Phylogenetic tree obtained with MrBayes, based on amino acid sequences of the N-domain of tail fibre/tail spike proteins and homologous sequences obtained by a BLAST search of Genbank phage and bacterial databases. Bayesian posterior probabilities are indicated above their branch. The scale bar shows 0.05 estimated substitutions per site and the tree was rooted to Megasphaera hexanoica; of 2,000,000 generations, 200 generations were sampled, with an average standard deviation of split frequencies of 0.011.

Figure 11

Phylogenetic tree obtained with MrBayes, based on amino acid sequences of the central domain of tail fibre/tail spike proteins and homologous sequences obtained by a BLAST search of Genbank phage and bacterial databases. Bayesian posterior probabilities are indicated above their branch. The scale bar shows 0.2 estimated substitutions per site and the tree was rooted to Sinorhizobium meliloti BL225C plasmid; of 2,000,000 generations, 200 generations were sampled, with an average standard deviation of split frequencies of 0.0062.

Figure 12

(A) Simplified genetic maps of Pectobacterium Studiervirinae phages PP47, PP81, PPWS4, MA6, MA1A, Q19, Jarilo, DU_PP_II and PP74, and phages PP1 and POP72. (B) Regions of Pectobacterium aroidearum PC1 and Pectobacterium polaris PZ1 containing the genes of SGNH-domain proteins, homologous to Q19 and PP47/81 tail spike proteins.

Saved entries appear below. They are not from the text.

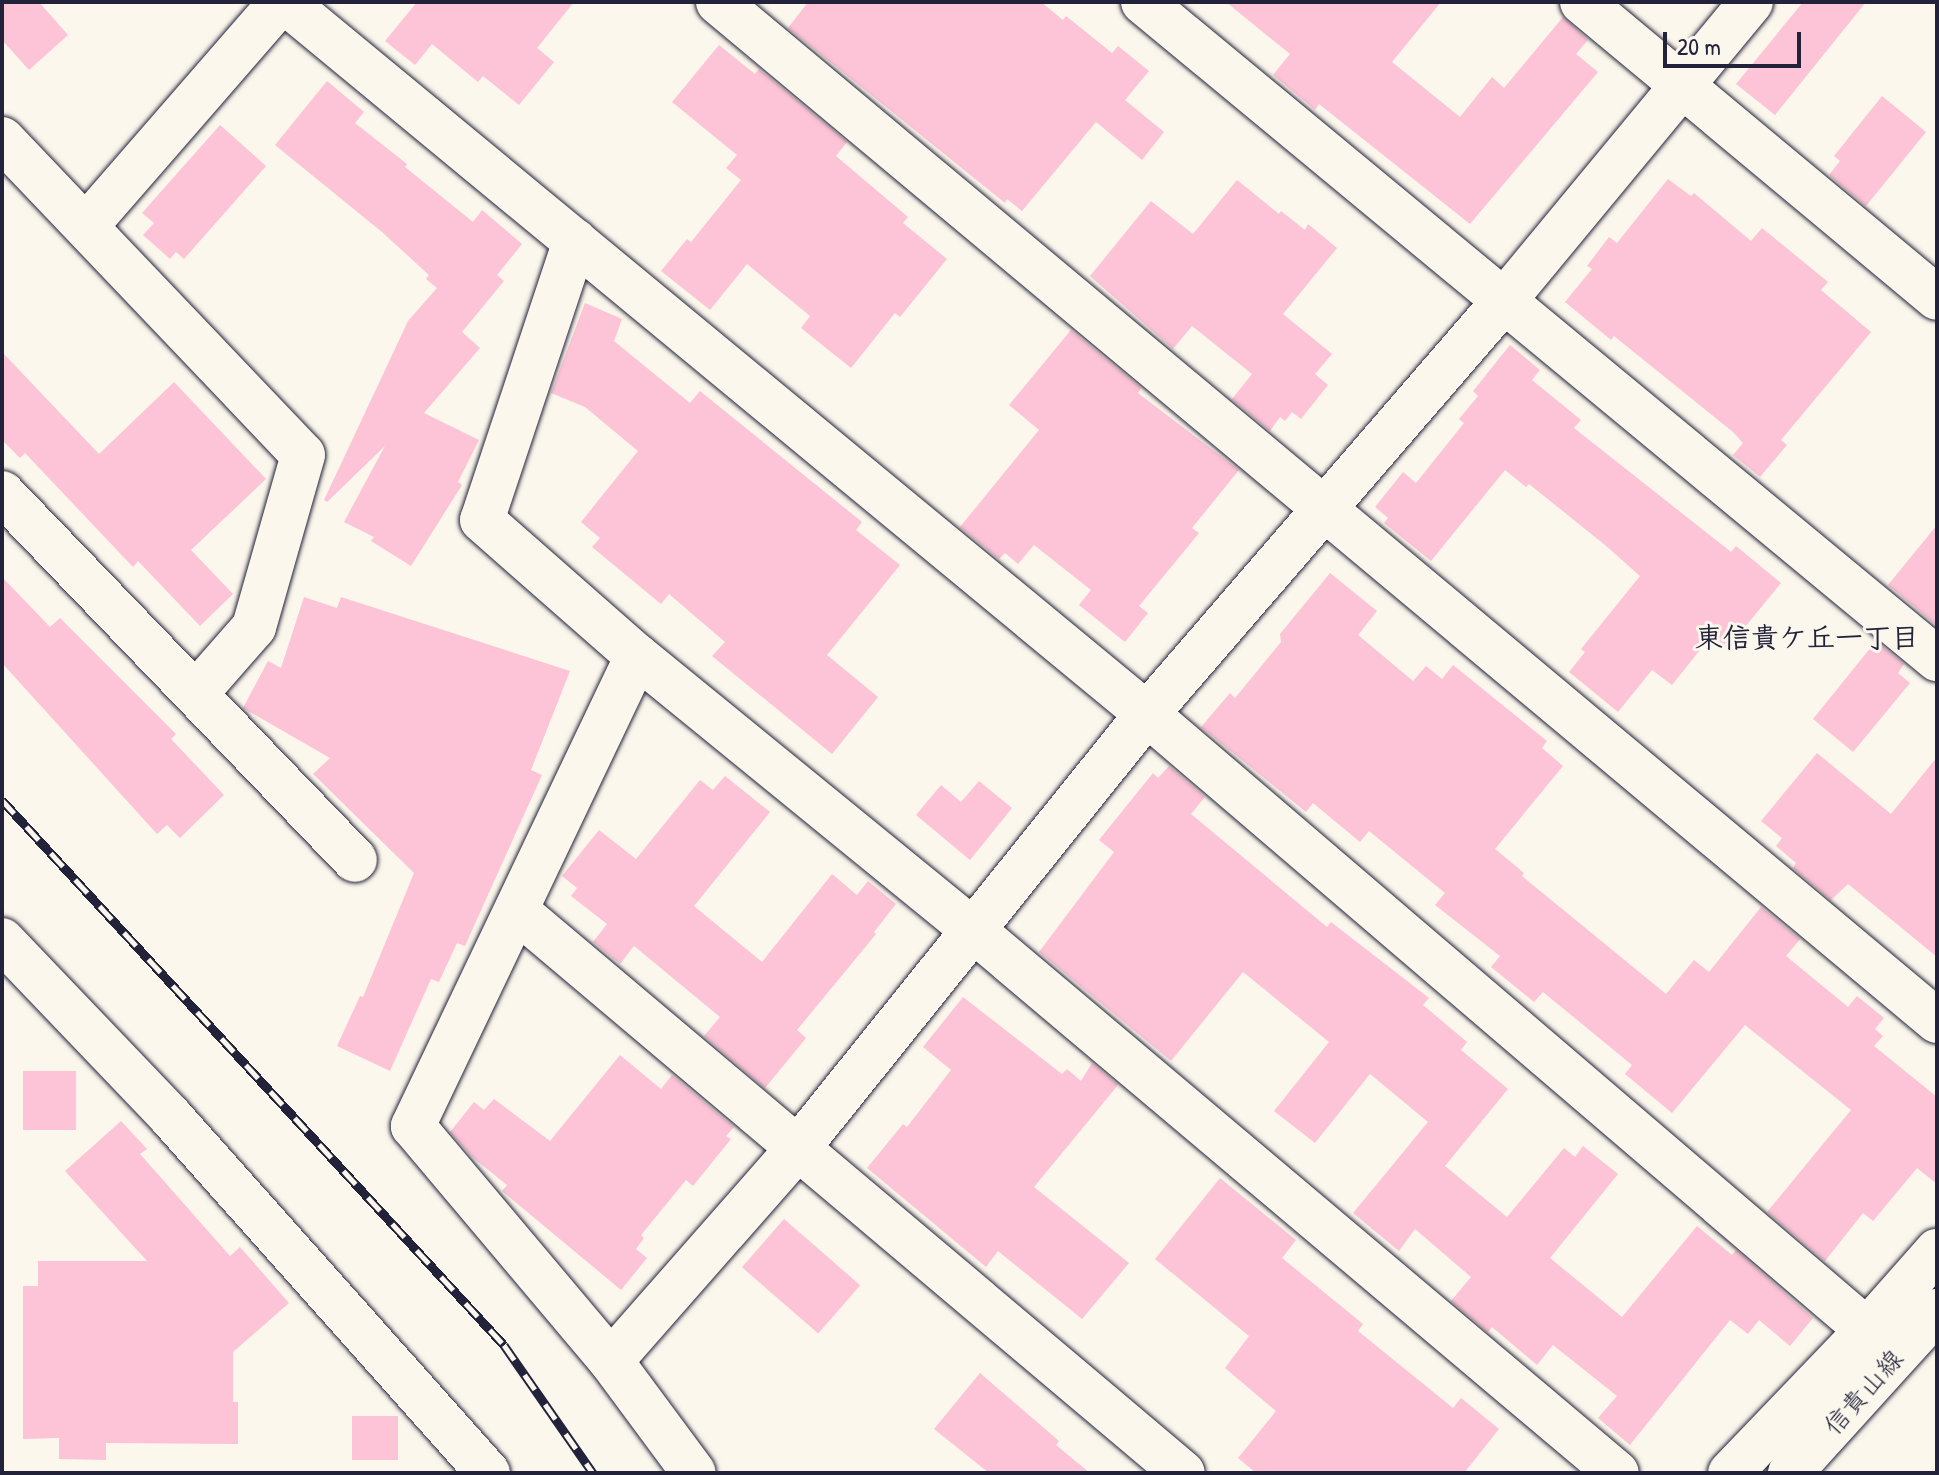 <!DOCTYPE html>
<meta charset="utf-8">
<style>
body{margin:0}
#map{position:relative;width:1939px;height:1475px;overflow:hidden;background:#fbf7ec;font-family:"Patrick Hand","Klee One",sans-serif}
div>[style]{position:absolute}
.building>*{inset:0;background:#fdc3d6;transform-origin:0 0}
.roads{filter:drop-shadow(0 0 2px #22223b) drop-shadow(0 0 2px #22223b)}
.street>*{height:44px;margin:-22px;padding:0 22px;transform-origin:22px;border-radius:22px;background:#fbf7ec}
.secondary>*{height:44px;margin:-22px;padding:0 22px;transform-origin:22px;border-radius:22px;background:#fbf7ec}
.rail>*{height:9px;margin-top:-4.5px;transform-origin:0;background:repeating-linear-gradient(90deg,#fbf7ec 0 18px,#22223b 0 36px);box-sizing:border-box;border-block:2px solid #22223b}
span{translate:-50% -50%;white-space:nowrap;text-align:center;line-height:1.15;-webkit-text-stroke:6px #fbf7ec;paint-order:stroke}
.street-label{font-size:26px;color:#22223b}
.neighbourhood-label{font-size:28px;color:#22223b;font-weight:700}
.frame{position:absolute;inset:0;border:4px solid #22223b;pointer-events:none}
.scale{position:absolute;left:1663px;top:32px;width:138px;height:36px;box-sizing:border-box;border:4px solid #22223b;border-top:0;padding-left:10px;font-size:24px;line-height:28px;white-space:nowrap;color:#22223b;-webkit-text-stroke:6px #fbf7ec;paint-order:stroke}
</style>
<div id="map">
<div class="building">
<i style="clip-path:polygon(2px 2px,39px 2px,68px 35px,29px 70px,2px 40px)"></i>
<i style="clip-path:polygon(417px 2px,574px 2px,537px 48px,554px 62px,519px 105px,483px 76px,478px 82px,432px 44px,415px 65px,385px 41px)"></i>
<i style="clip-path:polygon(808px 2px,1041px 2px,1063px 20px,1066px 16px,1112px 53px,1118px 46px,1149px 71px,1125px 100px,1164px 132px,1142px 160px,1096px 122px,1022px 211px,1007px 199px,1005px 203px,788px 28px)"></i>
<i style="clip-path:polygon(1226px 2px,1441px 2px,1392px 62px,1460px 117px,1492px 77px,1504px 88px,1563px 17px,1588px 40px,1576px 54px,1598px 72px,1470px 224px,1319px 104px,1315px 110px,1273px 75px,1290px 54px)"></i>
<i style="clip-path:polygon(1803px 2px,1866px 2px,1775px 115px,1736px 84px)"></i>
<i style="clip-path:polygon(719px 45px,755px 74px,759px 69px,847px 142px,836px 156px,908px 217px,903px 223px,947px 259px,900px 317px,895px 313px,851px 368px,801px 328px,810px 316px,747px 264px,710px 310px,661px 271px,687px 239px,691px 242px,741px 180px,726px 168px,737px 155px,672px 102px)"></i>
<i style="clip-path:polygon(327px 81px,364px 112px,355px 123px,407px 164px,405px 167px,473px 222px,482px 210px,522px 244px,497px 275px,504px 281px,462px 332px,480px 348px,424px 413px,479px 440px,458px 482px,462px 485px,411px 566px,371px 541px,374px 537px,344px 522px,385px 446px,327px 502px,324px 500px,408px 321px,437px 288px,426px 279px,429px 275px,382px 232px,275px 145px)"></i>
<i style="clip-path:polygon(1882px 96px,1926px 132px,1866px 206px,1829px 175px,1840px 161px,1834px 156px)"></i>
<i style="clip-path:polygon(220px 125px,266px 166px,184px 259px,176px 252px,170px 259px,143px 235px,154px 223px,142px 213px)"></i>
<i style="clip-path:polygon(1668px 179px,1691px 196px,1694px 193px,1751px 241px,1762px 228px,1828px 282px,1821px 290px,1871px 332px,1781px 440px,1787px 445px,1760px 477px,1733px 455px,1743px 443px,1733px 432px,1614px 336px,1611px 340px,1565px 302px,1592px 269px,1587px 266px,1609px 237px,1617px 243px)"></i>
<i style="clip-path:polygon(1237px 180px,1279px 214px,1281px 211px,1305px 230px,1308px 224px,1337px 248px,1283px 314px,1332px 354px,1315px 374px,1328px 385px,1301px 419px,1292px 412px,1285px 421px,1280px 417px,1270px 431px,1232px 399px,1252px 374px,1192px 326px,1173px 349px,1090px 276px,1151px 201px,1193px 234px)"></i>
<i style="clip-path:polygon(585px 303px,622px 319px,614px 341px,690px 403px,700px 391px,862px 522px,856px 530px,900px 565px,827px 655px,878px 697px,832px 754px,712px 656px,725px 642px,669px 594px,661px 604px,592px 547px,600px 538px,581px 522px,638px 451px,585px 407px,551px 393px)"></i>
<i style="clip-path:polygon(1071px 330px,1141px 388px,1138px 393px,1239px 470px,1192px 528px,1199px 533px,1139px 606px,1148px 613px,1125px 642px,1079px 605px,1091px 590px,1034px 545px,1018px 564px,1005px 553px,999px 559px,960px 527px,1039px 430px,1009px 405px)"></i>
<i style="clip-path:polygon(1510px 345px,1540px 370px,1532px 380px,1581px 420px,1574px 428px,1731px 552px,1736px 546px,1781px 583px,1727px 649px,1711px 636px,1672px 685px,1652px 670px,1618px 712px,1569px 672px,1585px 652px,1581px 649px,1640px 576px,1605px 545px,1529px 484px,1526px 487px,1505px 470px,1431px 561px,1384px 523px,1388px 518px,1375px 507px,1403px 472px,1416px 483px,1464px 423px,1459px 419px,1478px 396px,1473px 391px)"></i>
<i style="clip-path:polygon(2px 352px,99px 454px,174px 382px,266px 479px,191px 550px,233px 594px,200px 626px,138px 561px,133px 567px,25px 453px,20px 458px,2px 440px)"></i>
<i style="clip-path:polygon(1937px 525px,1937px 624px,1936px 625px,1888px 585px)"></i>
<i style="clip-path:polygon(1330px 573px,1377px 611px,1358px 635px,1413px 681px,1426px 666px,1442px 679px,1453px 665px,1547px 741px,1542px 748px,1563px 766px,1495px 849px,1524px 873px,1522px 876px,1666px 994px,1694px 960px,1709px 972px,1761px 907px,1800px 939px,1786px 956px,1848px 1007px,1857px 996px,1884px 1018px,1875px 1029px,1883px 1036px,1874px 1046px,1937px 1097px,1937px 1184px,1917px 1168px,1873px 1221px,1863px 1213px,1825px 1261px,1767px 1212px,1851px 1110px,1745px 1025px,1672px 1113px,1625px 1074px,1632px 1065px,1543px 992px,1534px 1002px,1491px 967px,1500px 956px,1435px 905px,1445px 893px,1369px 831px,1360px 842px,1313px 803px,1306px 812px,1201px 727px,1230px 693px,1235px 698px,1281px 642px,1280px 634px)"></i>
<i style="clip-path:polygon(2px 577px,50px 627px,60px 618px,176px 734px,171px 739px,224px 795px,180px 838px,167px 825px,157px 834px,2px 663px)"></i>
<i style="clip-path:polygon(304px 597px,337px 608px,341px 597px,570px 671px,531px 770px,542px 775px,510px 846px,465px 946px,457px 943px,439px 982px,431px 979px,390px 1071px,337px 1046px,360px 996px,363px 997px,414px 873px,313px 774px,330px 758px,243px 708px,268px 661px,281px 668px)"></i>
<i style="clip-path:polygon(1876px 641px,1904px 664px,1898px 673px,1910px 683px,1853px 752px,1813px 719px)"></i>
<i style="clip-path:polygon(1817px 753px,1891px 814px,1937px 757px,1937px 957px,1848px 884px,1831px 900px,1793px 868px,1796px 863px,1776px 846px,1782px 838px,1761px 821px)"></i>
<i style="clip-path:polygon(1169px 766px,1205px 797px,1191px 814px,1327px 927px,1331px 922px,1429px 998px,1423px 1005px,1467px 1042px,1461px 1050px,1508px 1089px,1445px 1166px,1507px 1217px,1564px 1148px,1575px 1157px,1583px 1146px,1618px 1174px,1550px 1258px,1622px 1317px,1697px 1226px,1732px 1255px,1736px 1250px,1813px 1318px,1790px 1346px,1759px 1320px,1748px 1334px,1730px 1320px,1630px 1445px,1598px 1418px,1617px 1396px,1553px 1345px,1537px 1365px,1492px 1327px,1488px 1332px,1451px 1301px,1471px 1277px,1415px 1229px,1399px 1251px,1353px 1213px,1428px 1122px,1370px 1074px,1315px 1143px,1274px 1111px,1329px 1042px,1243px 972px,1171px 1061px,1039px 952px,1114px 852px,1099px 840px,1153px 773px,1158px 778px)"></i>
<i style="clip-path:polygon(725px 776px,770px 812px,694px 906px,762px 962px,832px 874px,857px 895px,868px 881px,896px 904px,874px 932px,876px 934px,797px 1030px,806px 1038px,765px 1088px,704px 1036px,720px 1017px,634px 946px,620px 964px,593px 942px,607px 924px,571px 896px,577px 888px,562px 876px,599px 830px,636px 859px,700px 780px,713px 790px)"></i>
<i style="clip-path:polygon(979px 781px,1012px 808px,970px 860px,916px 815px,941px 785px,961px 802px)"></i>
<i style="clip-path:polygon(963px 997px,1062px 1074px,1067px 1069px,1081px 1081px,1092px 1063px,1118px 1085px,1034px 1187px,1129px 1263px,1082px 1319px,998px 1251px,986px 1267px,867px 1168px,903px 1124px,907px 1127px,951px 1070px,923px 1047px)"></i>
<i style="clip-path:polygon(620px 1055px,661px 1089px,672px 1075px,734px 1127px,726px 1136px,731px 1139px,693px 1186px,686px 1180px,641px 1235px,644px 1238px,636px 1249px,647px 1258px,621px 1290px,502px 1191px,507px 1185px,472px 1157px,450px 1132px,474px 1102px,484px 1110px,494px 1099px,550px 1141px)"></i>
<i style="left:76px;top:1071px;width:59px;height:53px;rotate:90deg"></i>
<i style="clip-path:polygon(121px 1121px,147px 1149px,140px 1154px,230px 1256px,240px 1247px,289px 1303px,233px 1352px,233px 1402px,238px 1402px,238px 1444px,106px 1443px,106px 1460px,59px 1459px,59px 1438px,23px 1439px,23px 1286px,38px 1286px,38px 1261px,147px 1261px,65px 1171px)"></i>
<i style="clip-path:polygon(1220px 1178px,1296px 1240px,1282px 1258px,1363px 1324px,1358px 1331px,1453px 1408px,1461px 1398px,1499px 1429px,1464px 1473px,1256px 1473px,1238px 1458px,1276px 1411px,1225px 1368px,1249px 1336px,1155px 1259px)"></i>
<i style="left:784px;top:1219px;width:101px;height:64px;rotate:41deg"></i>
<i style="clip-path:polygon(980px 1373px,1059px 1441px,1056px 1445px,1090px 1473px,989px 1473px,934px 1429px)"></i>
<i style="left:352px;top:1416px;width:46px;height:44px"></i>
</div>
<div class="roads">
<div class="street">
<i style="left:285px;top:2px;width:1118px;rotate:39.56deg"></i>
<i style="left:1147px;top:714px;width:948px;rotate:40.55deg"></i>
<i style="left:718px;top:2px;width:1589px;rotate:39.89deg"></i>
<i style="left:1143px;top:2px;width:1031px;rotate:39.61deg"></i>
<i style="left:1582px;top:2px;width:462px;rotate:39.8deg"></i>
<i style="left:2px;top:139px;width:436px;rotate:46.4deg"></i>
<i style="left:303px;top:455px;width:179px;rotate:105.9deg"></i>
<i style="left:254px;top:627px;width:86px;rotate:131.2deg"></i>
<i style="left:87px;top:225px;width:296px;rotate:-49deg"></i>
<i style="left:575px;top:241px;width:294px;rotate:108.4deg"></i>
<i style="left:482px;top:520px;width:206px;rotate:41.3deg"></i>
<i style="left:637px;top:656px;width:521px;rotate:115.48deg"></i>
<i style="left:413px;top:1126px;width:307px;rotate:49.9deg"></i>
<i style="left:611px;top:1361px;width:139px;rotate:53.5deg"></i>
<i style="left:2px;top:493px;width:509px;rotate:46.11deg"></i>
<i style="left:637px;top:656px;width:434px;rotate:39.2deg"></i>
<i style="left:973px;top:930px;width:842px;rotate:40.14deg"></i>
<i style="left:517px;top:911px;width:871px;rotate:40.16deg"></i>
<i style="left:2px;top:940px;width:243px;rotate:46.3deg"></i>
<i style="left:170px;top:1116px;width:478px;rotate:48.3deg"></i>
<i style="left:611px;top:1361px;width:283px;rotate:-48.7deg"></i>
<i style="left:798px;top:1148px;width:557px;rotate:-51.2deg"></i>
<i style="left:1147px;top:714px;width:544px;rotate:-49.17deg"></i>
<i style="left:1503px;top:302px;width:389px;rotate:-50.4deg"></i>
<i style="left:1730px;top:1473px;width:198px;rotate:-46.2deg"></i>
<i style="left:1867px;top:1330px;width:106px;rotate:-48.5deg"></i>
</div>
<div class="secondary">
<i style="left:1790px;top:1473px;width:219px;rotate:-47.8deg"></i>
</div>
</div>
<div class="rail">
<i style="left:2px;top:800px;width:741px;rotate:47.35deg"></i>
<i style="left:504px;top:1345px;width:156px;rotate:55.2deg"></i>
</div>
<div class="street-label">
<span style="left:1863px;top:1392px;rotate:-48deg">信貴山線</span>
</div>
<div class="neighbourhood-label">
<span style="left:1807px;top:637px">東信貴ケ丘一丁目</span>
</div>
<div class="frame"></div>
<div class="scale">20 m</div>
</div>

The colors of different genes are as follows: orange, tail spike protein; green, tail fibre protein; cyan, tail tubular protein B; blue, holin; dark-blue, HNH endonuclease; yellow, nucleotidyltransferase; purple, recombination protein RecR and conjugal transfer protein TraB; grey, other genes. Putative functions of genes are given according to Genbank annotations and BLAST search (Tables S6–S8).

Figure 13

(A) 3D structure homology modelling of tRNA-nycleotidyltransferase from Pectobacterium phage PP47. The model is colored based on a rainbow gradient scheme, where the N-terminus of the polypeptide chain is colored blue and the C-terminus is colored red. (B) 3D-alignment of modelled tRNA-nycleotidyltransferase from Pectobacterium phage PP47 (colored blue) and Pectobacerium aroidearum PC1 (colored sand).

Figure 14

Phylogenetic tree obtained with MrBayes, based on amino acid sequences of tRNA-nucleotidyltransferase and homologous sequences obtained by a BLAST search of Genbank phage databases. Bayesian posterior probabilities are indicated above their branch. The scale bar shows 0.2 estimated substitutions per site and the tree was rooted to Pantoea phage LIMEzero; of 2,000,000 generations, every 200 generations were sampled, with an average standard deviation of split frequencies of 0.0071.